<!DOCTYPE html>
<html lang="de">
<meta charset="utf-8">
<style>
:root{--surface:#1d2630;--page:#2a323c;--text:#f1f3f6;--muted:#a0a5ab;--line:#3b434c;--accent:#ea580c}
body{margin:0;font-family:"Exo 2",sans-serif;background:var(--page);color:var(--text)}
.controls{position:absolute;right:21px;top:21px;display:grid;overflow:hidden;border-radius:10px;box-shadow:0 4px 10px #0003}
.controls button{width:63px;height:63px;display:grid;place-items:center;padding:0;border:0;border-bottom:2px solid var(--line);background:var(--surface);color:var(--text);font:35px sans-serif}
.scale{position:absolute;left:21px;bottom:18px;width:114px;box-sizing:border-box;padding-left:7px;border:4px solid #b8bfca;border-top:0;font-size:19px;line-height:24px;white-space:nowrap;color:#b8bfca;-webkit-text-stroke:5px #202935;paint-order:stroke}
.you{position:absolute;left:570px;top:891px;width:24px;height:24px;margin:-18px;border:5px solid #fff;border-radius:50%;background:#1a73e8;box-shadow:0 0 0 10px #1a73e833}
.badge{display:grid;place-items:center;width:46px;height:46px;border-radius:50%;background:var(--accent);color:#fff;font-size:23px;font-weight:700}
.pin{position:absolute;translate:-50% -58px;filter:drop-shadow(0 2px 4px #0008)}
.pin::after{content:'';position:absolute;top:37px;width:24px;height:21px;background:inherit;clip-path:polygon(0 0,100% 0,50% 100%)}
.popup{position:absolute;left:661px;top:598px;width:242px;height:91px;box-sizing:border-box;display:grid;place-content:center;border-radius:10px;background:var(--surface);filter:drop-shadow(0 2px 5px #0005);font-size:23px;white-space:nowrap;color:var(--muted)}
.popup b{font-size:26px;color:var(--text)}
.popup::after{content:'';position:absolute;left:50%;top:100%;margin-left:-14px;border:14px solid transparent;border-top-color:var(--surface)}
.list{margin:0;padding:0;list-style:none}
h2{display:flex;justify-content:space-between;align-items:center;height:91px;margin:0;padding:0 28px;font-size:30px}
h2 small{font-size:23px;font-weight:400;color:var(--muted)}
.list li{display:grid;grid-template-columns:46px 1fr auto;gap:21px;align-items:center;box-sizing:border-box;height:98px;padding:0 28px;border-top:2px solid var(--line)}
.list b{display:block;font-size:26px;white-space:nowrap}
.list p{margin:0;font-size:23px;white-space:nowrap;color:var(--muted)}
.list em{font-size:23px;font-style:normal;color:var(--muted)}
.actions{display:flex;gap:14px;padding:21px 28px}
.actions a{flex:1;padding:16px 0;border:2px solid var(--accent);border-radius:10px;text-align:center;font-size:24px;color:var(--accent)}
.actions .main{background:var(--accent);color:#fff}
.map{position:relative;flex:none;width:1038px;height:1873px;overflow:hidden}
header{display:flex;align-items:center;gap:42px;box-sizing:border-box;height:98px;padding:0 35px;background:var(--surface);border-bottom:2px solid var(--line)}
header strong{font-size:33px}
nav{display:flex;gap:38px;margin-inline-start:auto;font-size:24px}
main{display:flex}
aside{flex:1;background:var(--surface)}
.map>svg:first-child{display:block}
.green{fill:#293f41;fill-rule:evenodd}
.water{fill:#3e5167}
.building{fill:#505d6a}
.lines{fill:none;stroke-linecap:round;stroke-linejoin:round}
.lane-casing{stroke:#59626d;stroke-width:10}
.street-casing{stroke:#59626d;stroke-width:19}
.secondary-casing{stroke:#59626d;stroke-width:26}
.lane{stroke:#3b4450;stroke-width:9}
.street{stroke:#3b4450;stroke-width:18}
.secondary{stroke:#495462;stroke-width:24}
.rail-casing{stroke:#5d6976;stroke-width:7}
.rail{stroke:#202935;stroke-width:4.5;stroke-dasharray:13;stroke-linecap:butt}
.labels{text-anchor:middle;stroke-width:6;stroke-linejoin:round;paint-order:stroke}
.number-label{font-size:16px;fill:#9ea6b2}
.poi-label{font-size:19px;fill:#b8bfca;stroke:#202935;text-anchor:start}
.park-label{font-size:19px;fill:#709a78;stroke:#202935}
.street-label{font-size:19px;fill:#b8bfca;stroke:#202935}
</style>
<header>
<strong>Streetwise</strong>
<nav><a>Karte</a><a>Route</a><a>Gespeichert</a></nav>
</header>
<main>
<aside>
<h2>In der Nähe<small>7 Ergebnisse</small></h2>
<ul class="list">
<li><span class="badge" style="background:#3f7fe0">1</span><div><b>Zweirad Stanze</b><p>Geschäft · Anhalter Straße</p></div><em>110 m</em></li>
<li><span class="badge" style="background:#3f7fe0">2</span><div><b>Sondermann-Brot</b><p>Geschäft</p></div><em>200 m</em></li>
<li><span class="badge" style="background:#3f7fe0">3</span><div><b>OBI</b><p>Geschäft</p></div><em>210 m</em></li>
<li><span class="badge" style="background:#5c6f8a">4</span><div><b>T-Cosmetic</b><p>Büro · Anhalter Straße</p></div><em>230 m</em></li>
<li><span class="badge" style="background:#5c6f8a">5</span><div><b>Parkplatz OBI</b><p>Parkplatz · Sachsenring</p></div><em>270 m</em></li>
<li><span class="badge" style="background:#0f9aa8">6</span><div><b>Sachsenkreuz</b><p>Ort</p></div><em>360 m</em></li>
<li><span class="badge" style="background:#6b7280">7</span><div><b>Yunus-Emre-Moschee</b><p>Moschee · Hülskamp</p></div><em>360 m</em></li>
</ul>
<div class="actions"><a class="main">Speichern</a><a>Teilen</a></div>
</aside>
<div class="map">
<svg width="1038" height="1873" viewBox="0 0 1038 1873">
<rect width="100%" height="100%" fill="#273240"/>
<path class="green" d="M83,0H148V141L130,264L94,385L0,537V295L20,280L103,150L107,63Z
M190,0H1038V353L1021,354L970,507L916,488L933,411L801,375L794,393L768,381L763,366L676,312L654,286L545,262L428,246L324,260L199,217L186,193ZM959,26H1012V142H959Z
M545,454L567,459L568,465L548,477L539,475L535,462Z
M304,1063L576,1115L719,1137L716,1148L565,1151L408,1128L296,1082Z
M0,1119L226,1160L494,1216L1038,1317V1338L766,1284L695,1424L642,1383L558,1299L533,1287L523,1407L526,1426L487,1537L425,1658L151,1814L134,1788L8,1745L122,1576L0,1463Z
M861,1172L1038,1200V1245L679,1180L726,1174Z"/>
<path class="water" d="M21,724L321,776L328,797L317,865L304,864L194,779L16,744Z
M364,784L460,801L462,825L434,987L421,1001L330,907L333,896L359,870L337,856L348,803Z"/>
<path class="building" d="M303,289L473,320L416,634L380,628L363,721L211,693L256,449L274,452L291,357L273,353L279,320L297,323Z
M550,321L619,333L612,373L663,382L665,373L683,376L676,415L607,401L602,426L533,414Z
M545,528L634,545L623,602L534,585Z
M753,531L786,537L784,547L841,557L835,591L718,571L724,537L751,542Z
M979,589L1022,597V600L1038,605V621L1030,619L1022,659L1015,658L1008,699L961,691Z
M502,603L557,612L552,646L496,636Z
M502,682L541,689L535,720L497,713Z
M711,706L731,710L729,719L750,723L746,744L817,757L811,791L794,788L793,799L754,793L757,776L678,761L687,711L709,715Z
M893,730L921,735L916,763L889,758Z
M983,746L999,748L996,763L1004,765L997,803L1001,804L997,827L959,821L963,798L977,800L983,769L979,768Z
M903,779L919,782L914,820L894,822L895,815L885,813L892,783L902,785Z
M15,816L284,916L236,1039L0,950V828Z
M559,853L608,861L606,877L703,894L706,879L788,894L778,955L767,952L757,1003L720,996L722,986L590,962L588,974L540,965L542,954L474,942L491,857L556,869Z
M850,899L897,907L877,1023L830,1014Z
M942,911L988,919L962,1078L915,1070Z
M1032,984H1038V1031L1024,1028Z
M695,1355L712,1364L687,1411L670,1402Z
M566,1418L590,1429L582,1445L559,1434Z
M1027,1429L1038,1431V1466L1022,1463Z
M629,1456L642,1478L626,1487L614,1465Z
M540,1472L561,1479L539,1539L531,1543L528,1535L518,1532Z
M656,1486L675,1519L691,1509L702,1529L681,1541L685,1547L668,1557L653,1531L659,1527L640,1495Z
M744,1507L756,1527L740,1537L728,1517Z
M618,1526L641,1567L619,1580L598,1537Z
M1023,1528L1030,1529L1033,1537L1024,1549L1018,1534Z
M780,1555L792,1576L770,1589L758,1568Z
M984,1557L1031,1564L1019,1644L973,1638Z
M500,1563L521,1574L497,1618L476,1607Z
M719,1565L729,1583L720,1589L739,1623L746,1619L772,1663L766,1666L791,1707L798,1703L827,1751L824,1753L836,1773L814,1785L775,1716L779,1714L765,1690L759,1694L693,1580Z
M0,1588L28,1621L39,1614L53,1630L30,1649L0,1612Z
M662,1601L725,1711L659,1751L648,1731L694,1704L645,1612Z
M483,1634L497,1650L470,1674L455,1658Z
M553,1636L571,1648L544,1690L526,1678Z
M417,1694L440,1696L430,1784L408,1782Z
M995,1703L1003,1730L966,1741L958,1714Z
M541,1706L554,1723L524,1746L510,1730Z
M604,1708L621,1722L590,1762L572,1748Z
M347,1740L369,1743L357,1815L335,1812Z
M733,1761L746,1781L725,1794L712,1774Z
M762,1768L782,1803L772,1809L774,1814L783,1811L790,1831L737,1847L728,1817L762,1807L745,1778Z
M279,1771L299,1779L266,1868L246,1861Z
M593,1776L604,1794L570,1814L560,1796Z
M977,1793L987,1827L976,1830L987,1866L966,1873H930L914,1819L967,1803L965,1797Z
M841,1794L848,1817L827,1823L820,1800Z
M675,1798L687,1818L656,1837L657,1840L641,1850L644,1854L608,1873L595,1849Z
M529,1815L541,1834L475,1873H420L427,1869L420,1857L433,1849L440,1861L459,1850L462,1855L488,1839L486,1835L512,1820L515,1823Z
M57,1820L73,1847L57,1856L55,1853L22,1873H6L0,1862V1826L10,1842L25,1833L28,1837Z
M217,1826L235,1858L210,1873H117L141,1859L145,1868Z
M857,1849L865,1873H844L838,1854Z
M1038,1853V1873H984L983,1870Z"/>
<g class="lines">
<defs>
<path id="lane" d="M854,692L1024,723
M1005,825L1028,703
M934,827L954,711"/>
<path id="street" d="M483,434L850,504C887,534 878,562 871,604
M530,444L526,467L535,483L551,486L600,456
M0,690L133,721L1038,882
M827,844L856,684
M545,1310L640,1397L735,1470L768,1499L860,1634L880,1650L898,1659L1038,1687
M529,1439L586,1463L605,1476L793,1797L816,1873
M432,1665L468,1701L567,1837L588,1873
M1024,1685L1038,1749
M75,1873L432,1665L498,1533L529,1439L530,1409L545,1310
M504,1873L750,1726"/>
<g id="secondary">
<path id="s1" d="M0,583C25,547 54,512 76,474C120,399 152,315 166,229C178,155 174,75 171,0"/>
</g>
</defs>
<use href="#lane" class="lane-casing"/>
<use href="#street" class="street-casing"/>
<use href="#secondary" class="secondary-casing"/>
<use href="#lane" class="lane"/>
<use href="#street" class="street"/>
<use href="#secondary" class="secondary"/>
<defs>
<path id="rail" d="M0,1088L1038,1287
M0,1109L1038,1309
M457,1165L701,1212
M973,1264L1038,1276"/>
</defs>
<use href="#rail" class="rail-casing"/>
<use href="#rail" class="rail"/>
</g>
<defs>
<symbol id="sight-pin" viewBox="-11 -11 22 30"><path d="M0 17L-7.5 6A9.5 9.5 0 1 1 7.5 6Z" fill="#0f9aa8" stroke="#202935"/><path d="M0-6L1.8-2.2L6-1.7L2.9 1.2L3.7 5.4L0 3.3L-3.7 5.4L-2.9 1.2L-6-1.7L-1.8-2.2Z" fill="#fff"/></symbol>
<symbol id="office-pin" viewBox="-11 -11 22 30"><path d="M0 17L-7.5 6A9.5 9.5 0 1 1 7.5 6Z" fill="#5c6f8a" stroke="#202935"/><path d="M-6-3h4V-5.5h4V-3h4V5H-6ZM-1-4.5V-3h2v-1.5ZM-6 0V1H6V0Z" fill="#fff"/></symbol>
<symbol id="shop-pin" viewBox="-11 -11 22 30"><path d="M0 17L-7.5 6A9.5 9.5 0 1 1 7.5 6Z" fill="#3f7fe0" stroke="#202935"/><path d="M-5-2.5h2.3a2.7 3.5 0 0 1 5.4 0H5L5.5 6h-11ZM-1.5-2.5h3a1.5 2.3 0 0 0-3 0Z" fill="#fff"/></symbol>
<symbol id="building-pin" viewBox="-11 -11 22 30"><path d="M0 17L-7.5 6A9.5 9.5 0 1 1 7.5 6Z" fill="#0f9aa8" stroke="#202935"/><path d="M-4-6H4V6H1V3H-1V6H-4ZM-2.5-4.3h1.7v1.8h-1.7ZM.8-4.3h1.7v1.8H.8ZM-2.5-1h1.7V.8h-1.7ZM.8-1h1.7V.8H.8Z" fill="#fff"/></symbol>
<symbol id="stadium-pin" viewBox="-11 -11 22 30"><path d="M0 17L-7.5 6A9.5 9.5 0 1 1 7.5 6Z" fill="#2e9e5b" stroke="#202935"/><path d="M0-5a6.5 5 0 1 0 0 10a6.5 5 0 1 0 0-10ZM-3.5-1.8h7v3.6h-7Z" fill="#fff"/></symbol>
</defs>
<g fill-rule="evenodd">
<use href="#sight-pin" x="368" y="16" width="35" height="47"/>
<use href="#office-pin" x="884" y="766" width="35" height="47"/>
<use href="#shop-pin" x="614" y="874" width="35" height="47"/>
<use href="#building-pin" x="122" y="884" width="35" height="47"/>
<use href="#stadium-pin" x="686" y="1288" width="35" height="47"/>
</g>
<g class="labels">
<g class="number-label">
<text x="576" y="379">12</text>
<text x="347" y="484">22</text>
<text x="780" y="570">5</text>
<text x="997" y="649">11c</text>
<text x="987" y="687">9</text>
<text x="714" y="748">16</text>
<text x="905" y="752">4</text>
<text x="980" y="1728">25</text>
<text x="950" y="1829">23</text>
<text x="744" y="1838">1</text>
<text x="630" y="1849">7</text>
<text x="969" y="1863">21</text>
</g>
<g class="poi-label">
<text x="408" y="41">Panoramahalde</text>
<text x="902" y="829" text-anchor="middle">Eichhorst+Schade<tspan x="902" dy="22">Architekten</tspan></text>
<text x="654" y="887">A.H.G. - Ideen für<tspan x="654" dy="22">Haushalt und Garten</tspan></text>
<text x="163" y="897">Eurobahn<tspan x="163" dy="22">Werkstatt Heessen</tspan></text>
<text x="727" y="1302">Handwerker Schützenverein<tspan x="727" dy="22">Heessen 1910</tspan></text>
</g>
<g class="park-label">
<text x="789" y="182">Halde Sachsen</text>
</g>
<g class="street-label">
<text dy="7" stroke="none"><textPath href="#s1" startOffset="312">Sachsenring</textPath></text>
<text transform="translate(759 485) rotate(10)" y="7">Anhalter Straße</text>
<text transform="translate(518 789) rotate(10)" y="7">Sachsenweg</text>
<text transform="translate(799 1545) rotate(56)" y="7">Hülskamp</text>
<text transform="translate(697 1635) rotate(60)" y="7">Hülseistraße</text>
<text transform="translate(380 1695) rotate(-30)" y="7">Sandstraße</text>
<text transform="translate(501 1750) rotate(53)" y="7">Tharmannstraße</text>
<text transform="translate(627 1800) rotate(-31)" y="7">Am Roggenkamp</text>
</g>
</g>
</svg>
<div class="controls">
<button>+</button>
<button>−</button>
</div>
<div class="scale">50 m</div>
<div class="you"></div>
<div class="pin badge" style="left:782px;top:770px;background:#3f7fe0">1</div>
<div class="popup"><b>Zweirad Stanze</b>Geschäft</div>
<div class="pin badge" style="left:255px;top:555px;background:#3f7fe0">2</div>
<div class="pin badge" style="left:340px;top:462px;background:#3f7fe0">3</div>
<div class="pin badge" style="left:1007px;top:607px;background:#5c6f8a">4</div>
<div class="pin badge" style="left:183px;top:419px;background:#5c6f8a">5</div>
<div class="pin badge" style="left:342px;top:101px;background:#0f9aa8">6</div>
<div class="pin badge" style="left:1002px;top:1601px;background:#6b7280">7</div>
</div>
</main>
···
** Exercise details **
Scan the listing above and copy all lines containing the word "radius".

** Response **
.controls{position:absolute;right:21px;top:21px;display:grid;overflow:hidden;border-radius:10px;box-shadow:0 4px 10px #0003}
.you{position:absolute;left:570px;top:891px;width:24px;height:24px;margin:-18px;border:5px solid #fff;border-radius:50%;background:#1a73e8;box-shadow:0 0 0 10px #1a73e833}
.badge{display:grid;place-items:center;width:46px;height:46px;border-radius:50%;background:var(--accent);color:#fff;font-size:23px;font-weight:700}
.popup{position:absolute;left:661px;top:598px;width:242px;height:91px;box-sizing:border-box;display:grid;place-content:center;border-radius:10px;background:var(--surface);filter:drop-shadow(0 2px 5px #0005);font-size:23px;white-space:nowrap;color:var(--muted)}
.actions a{flex:1;padding:16px 0;border:2px solid var(--accent);border-radius:10px;text-align:center;font-size:24px;color:var(--accent)}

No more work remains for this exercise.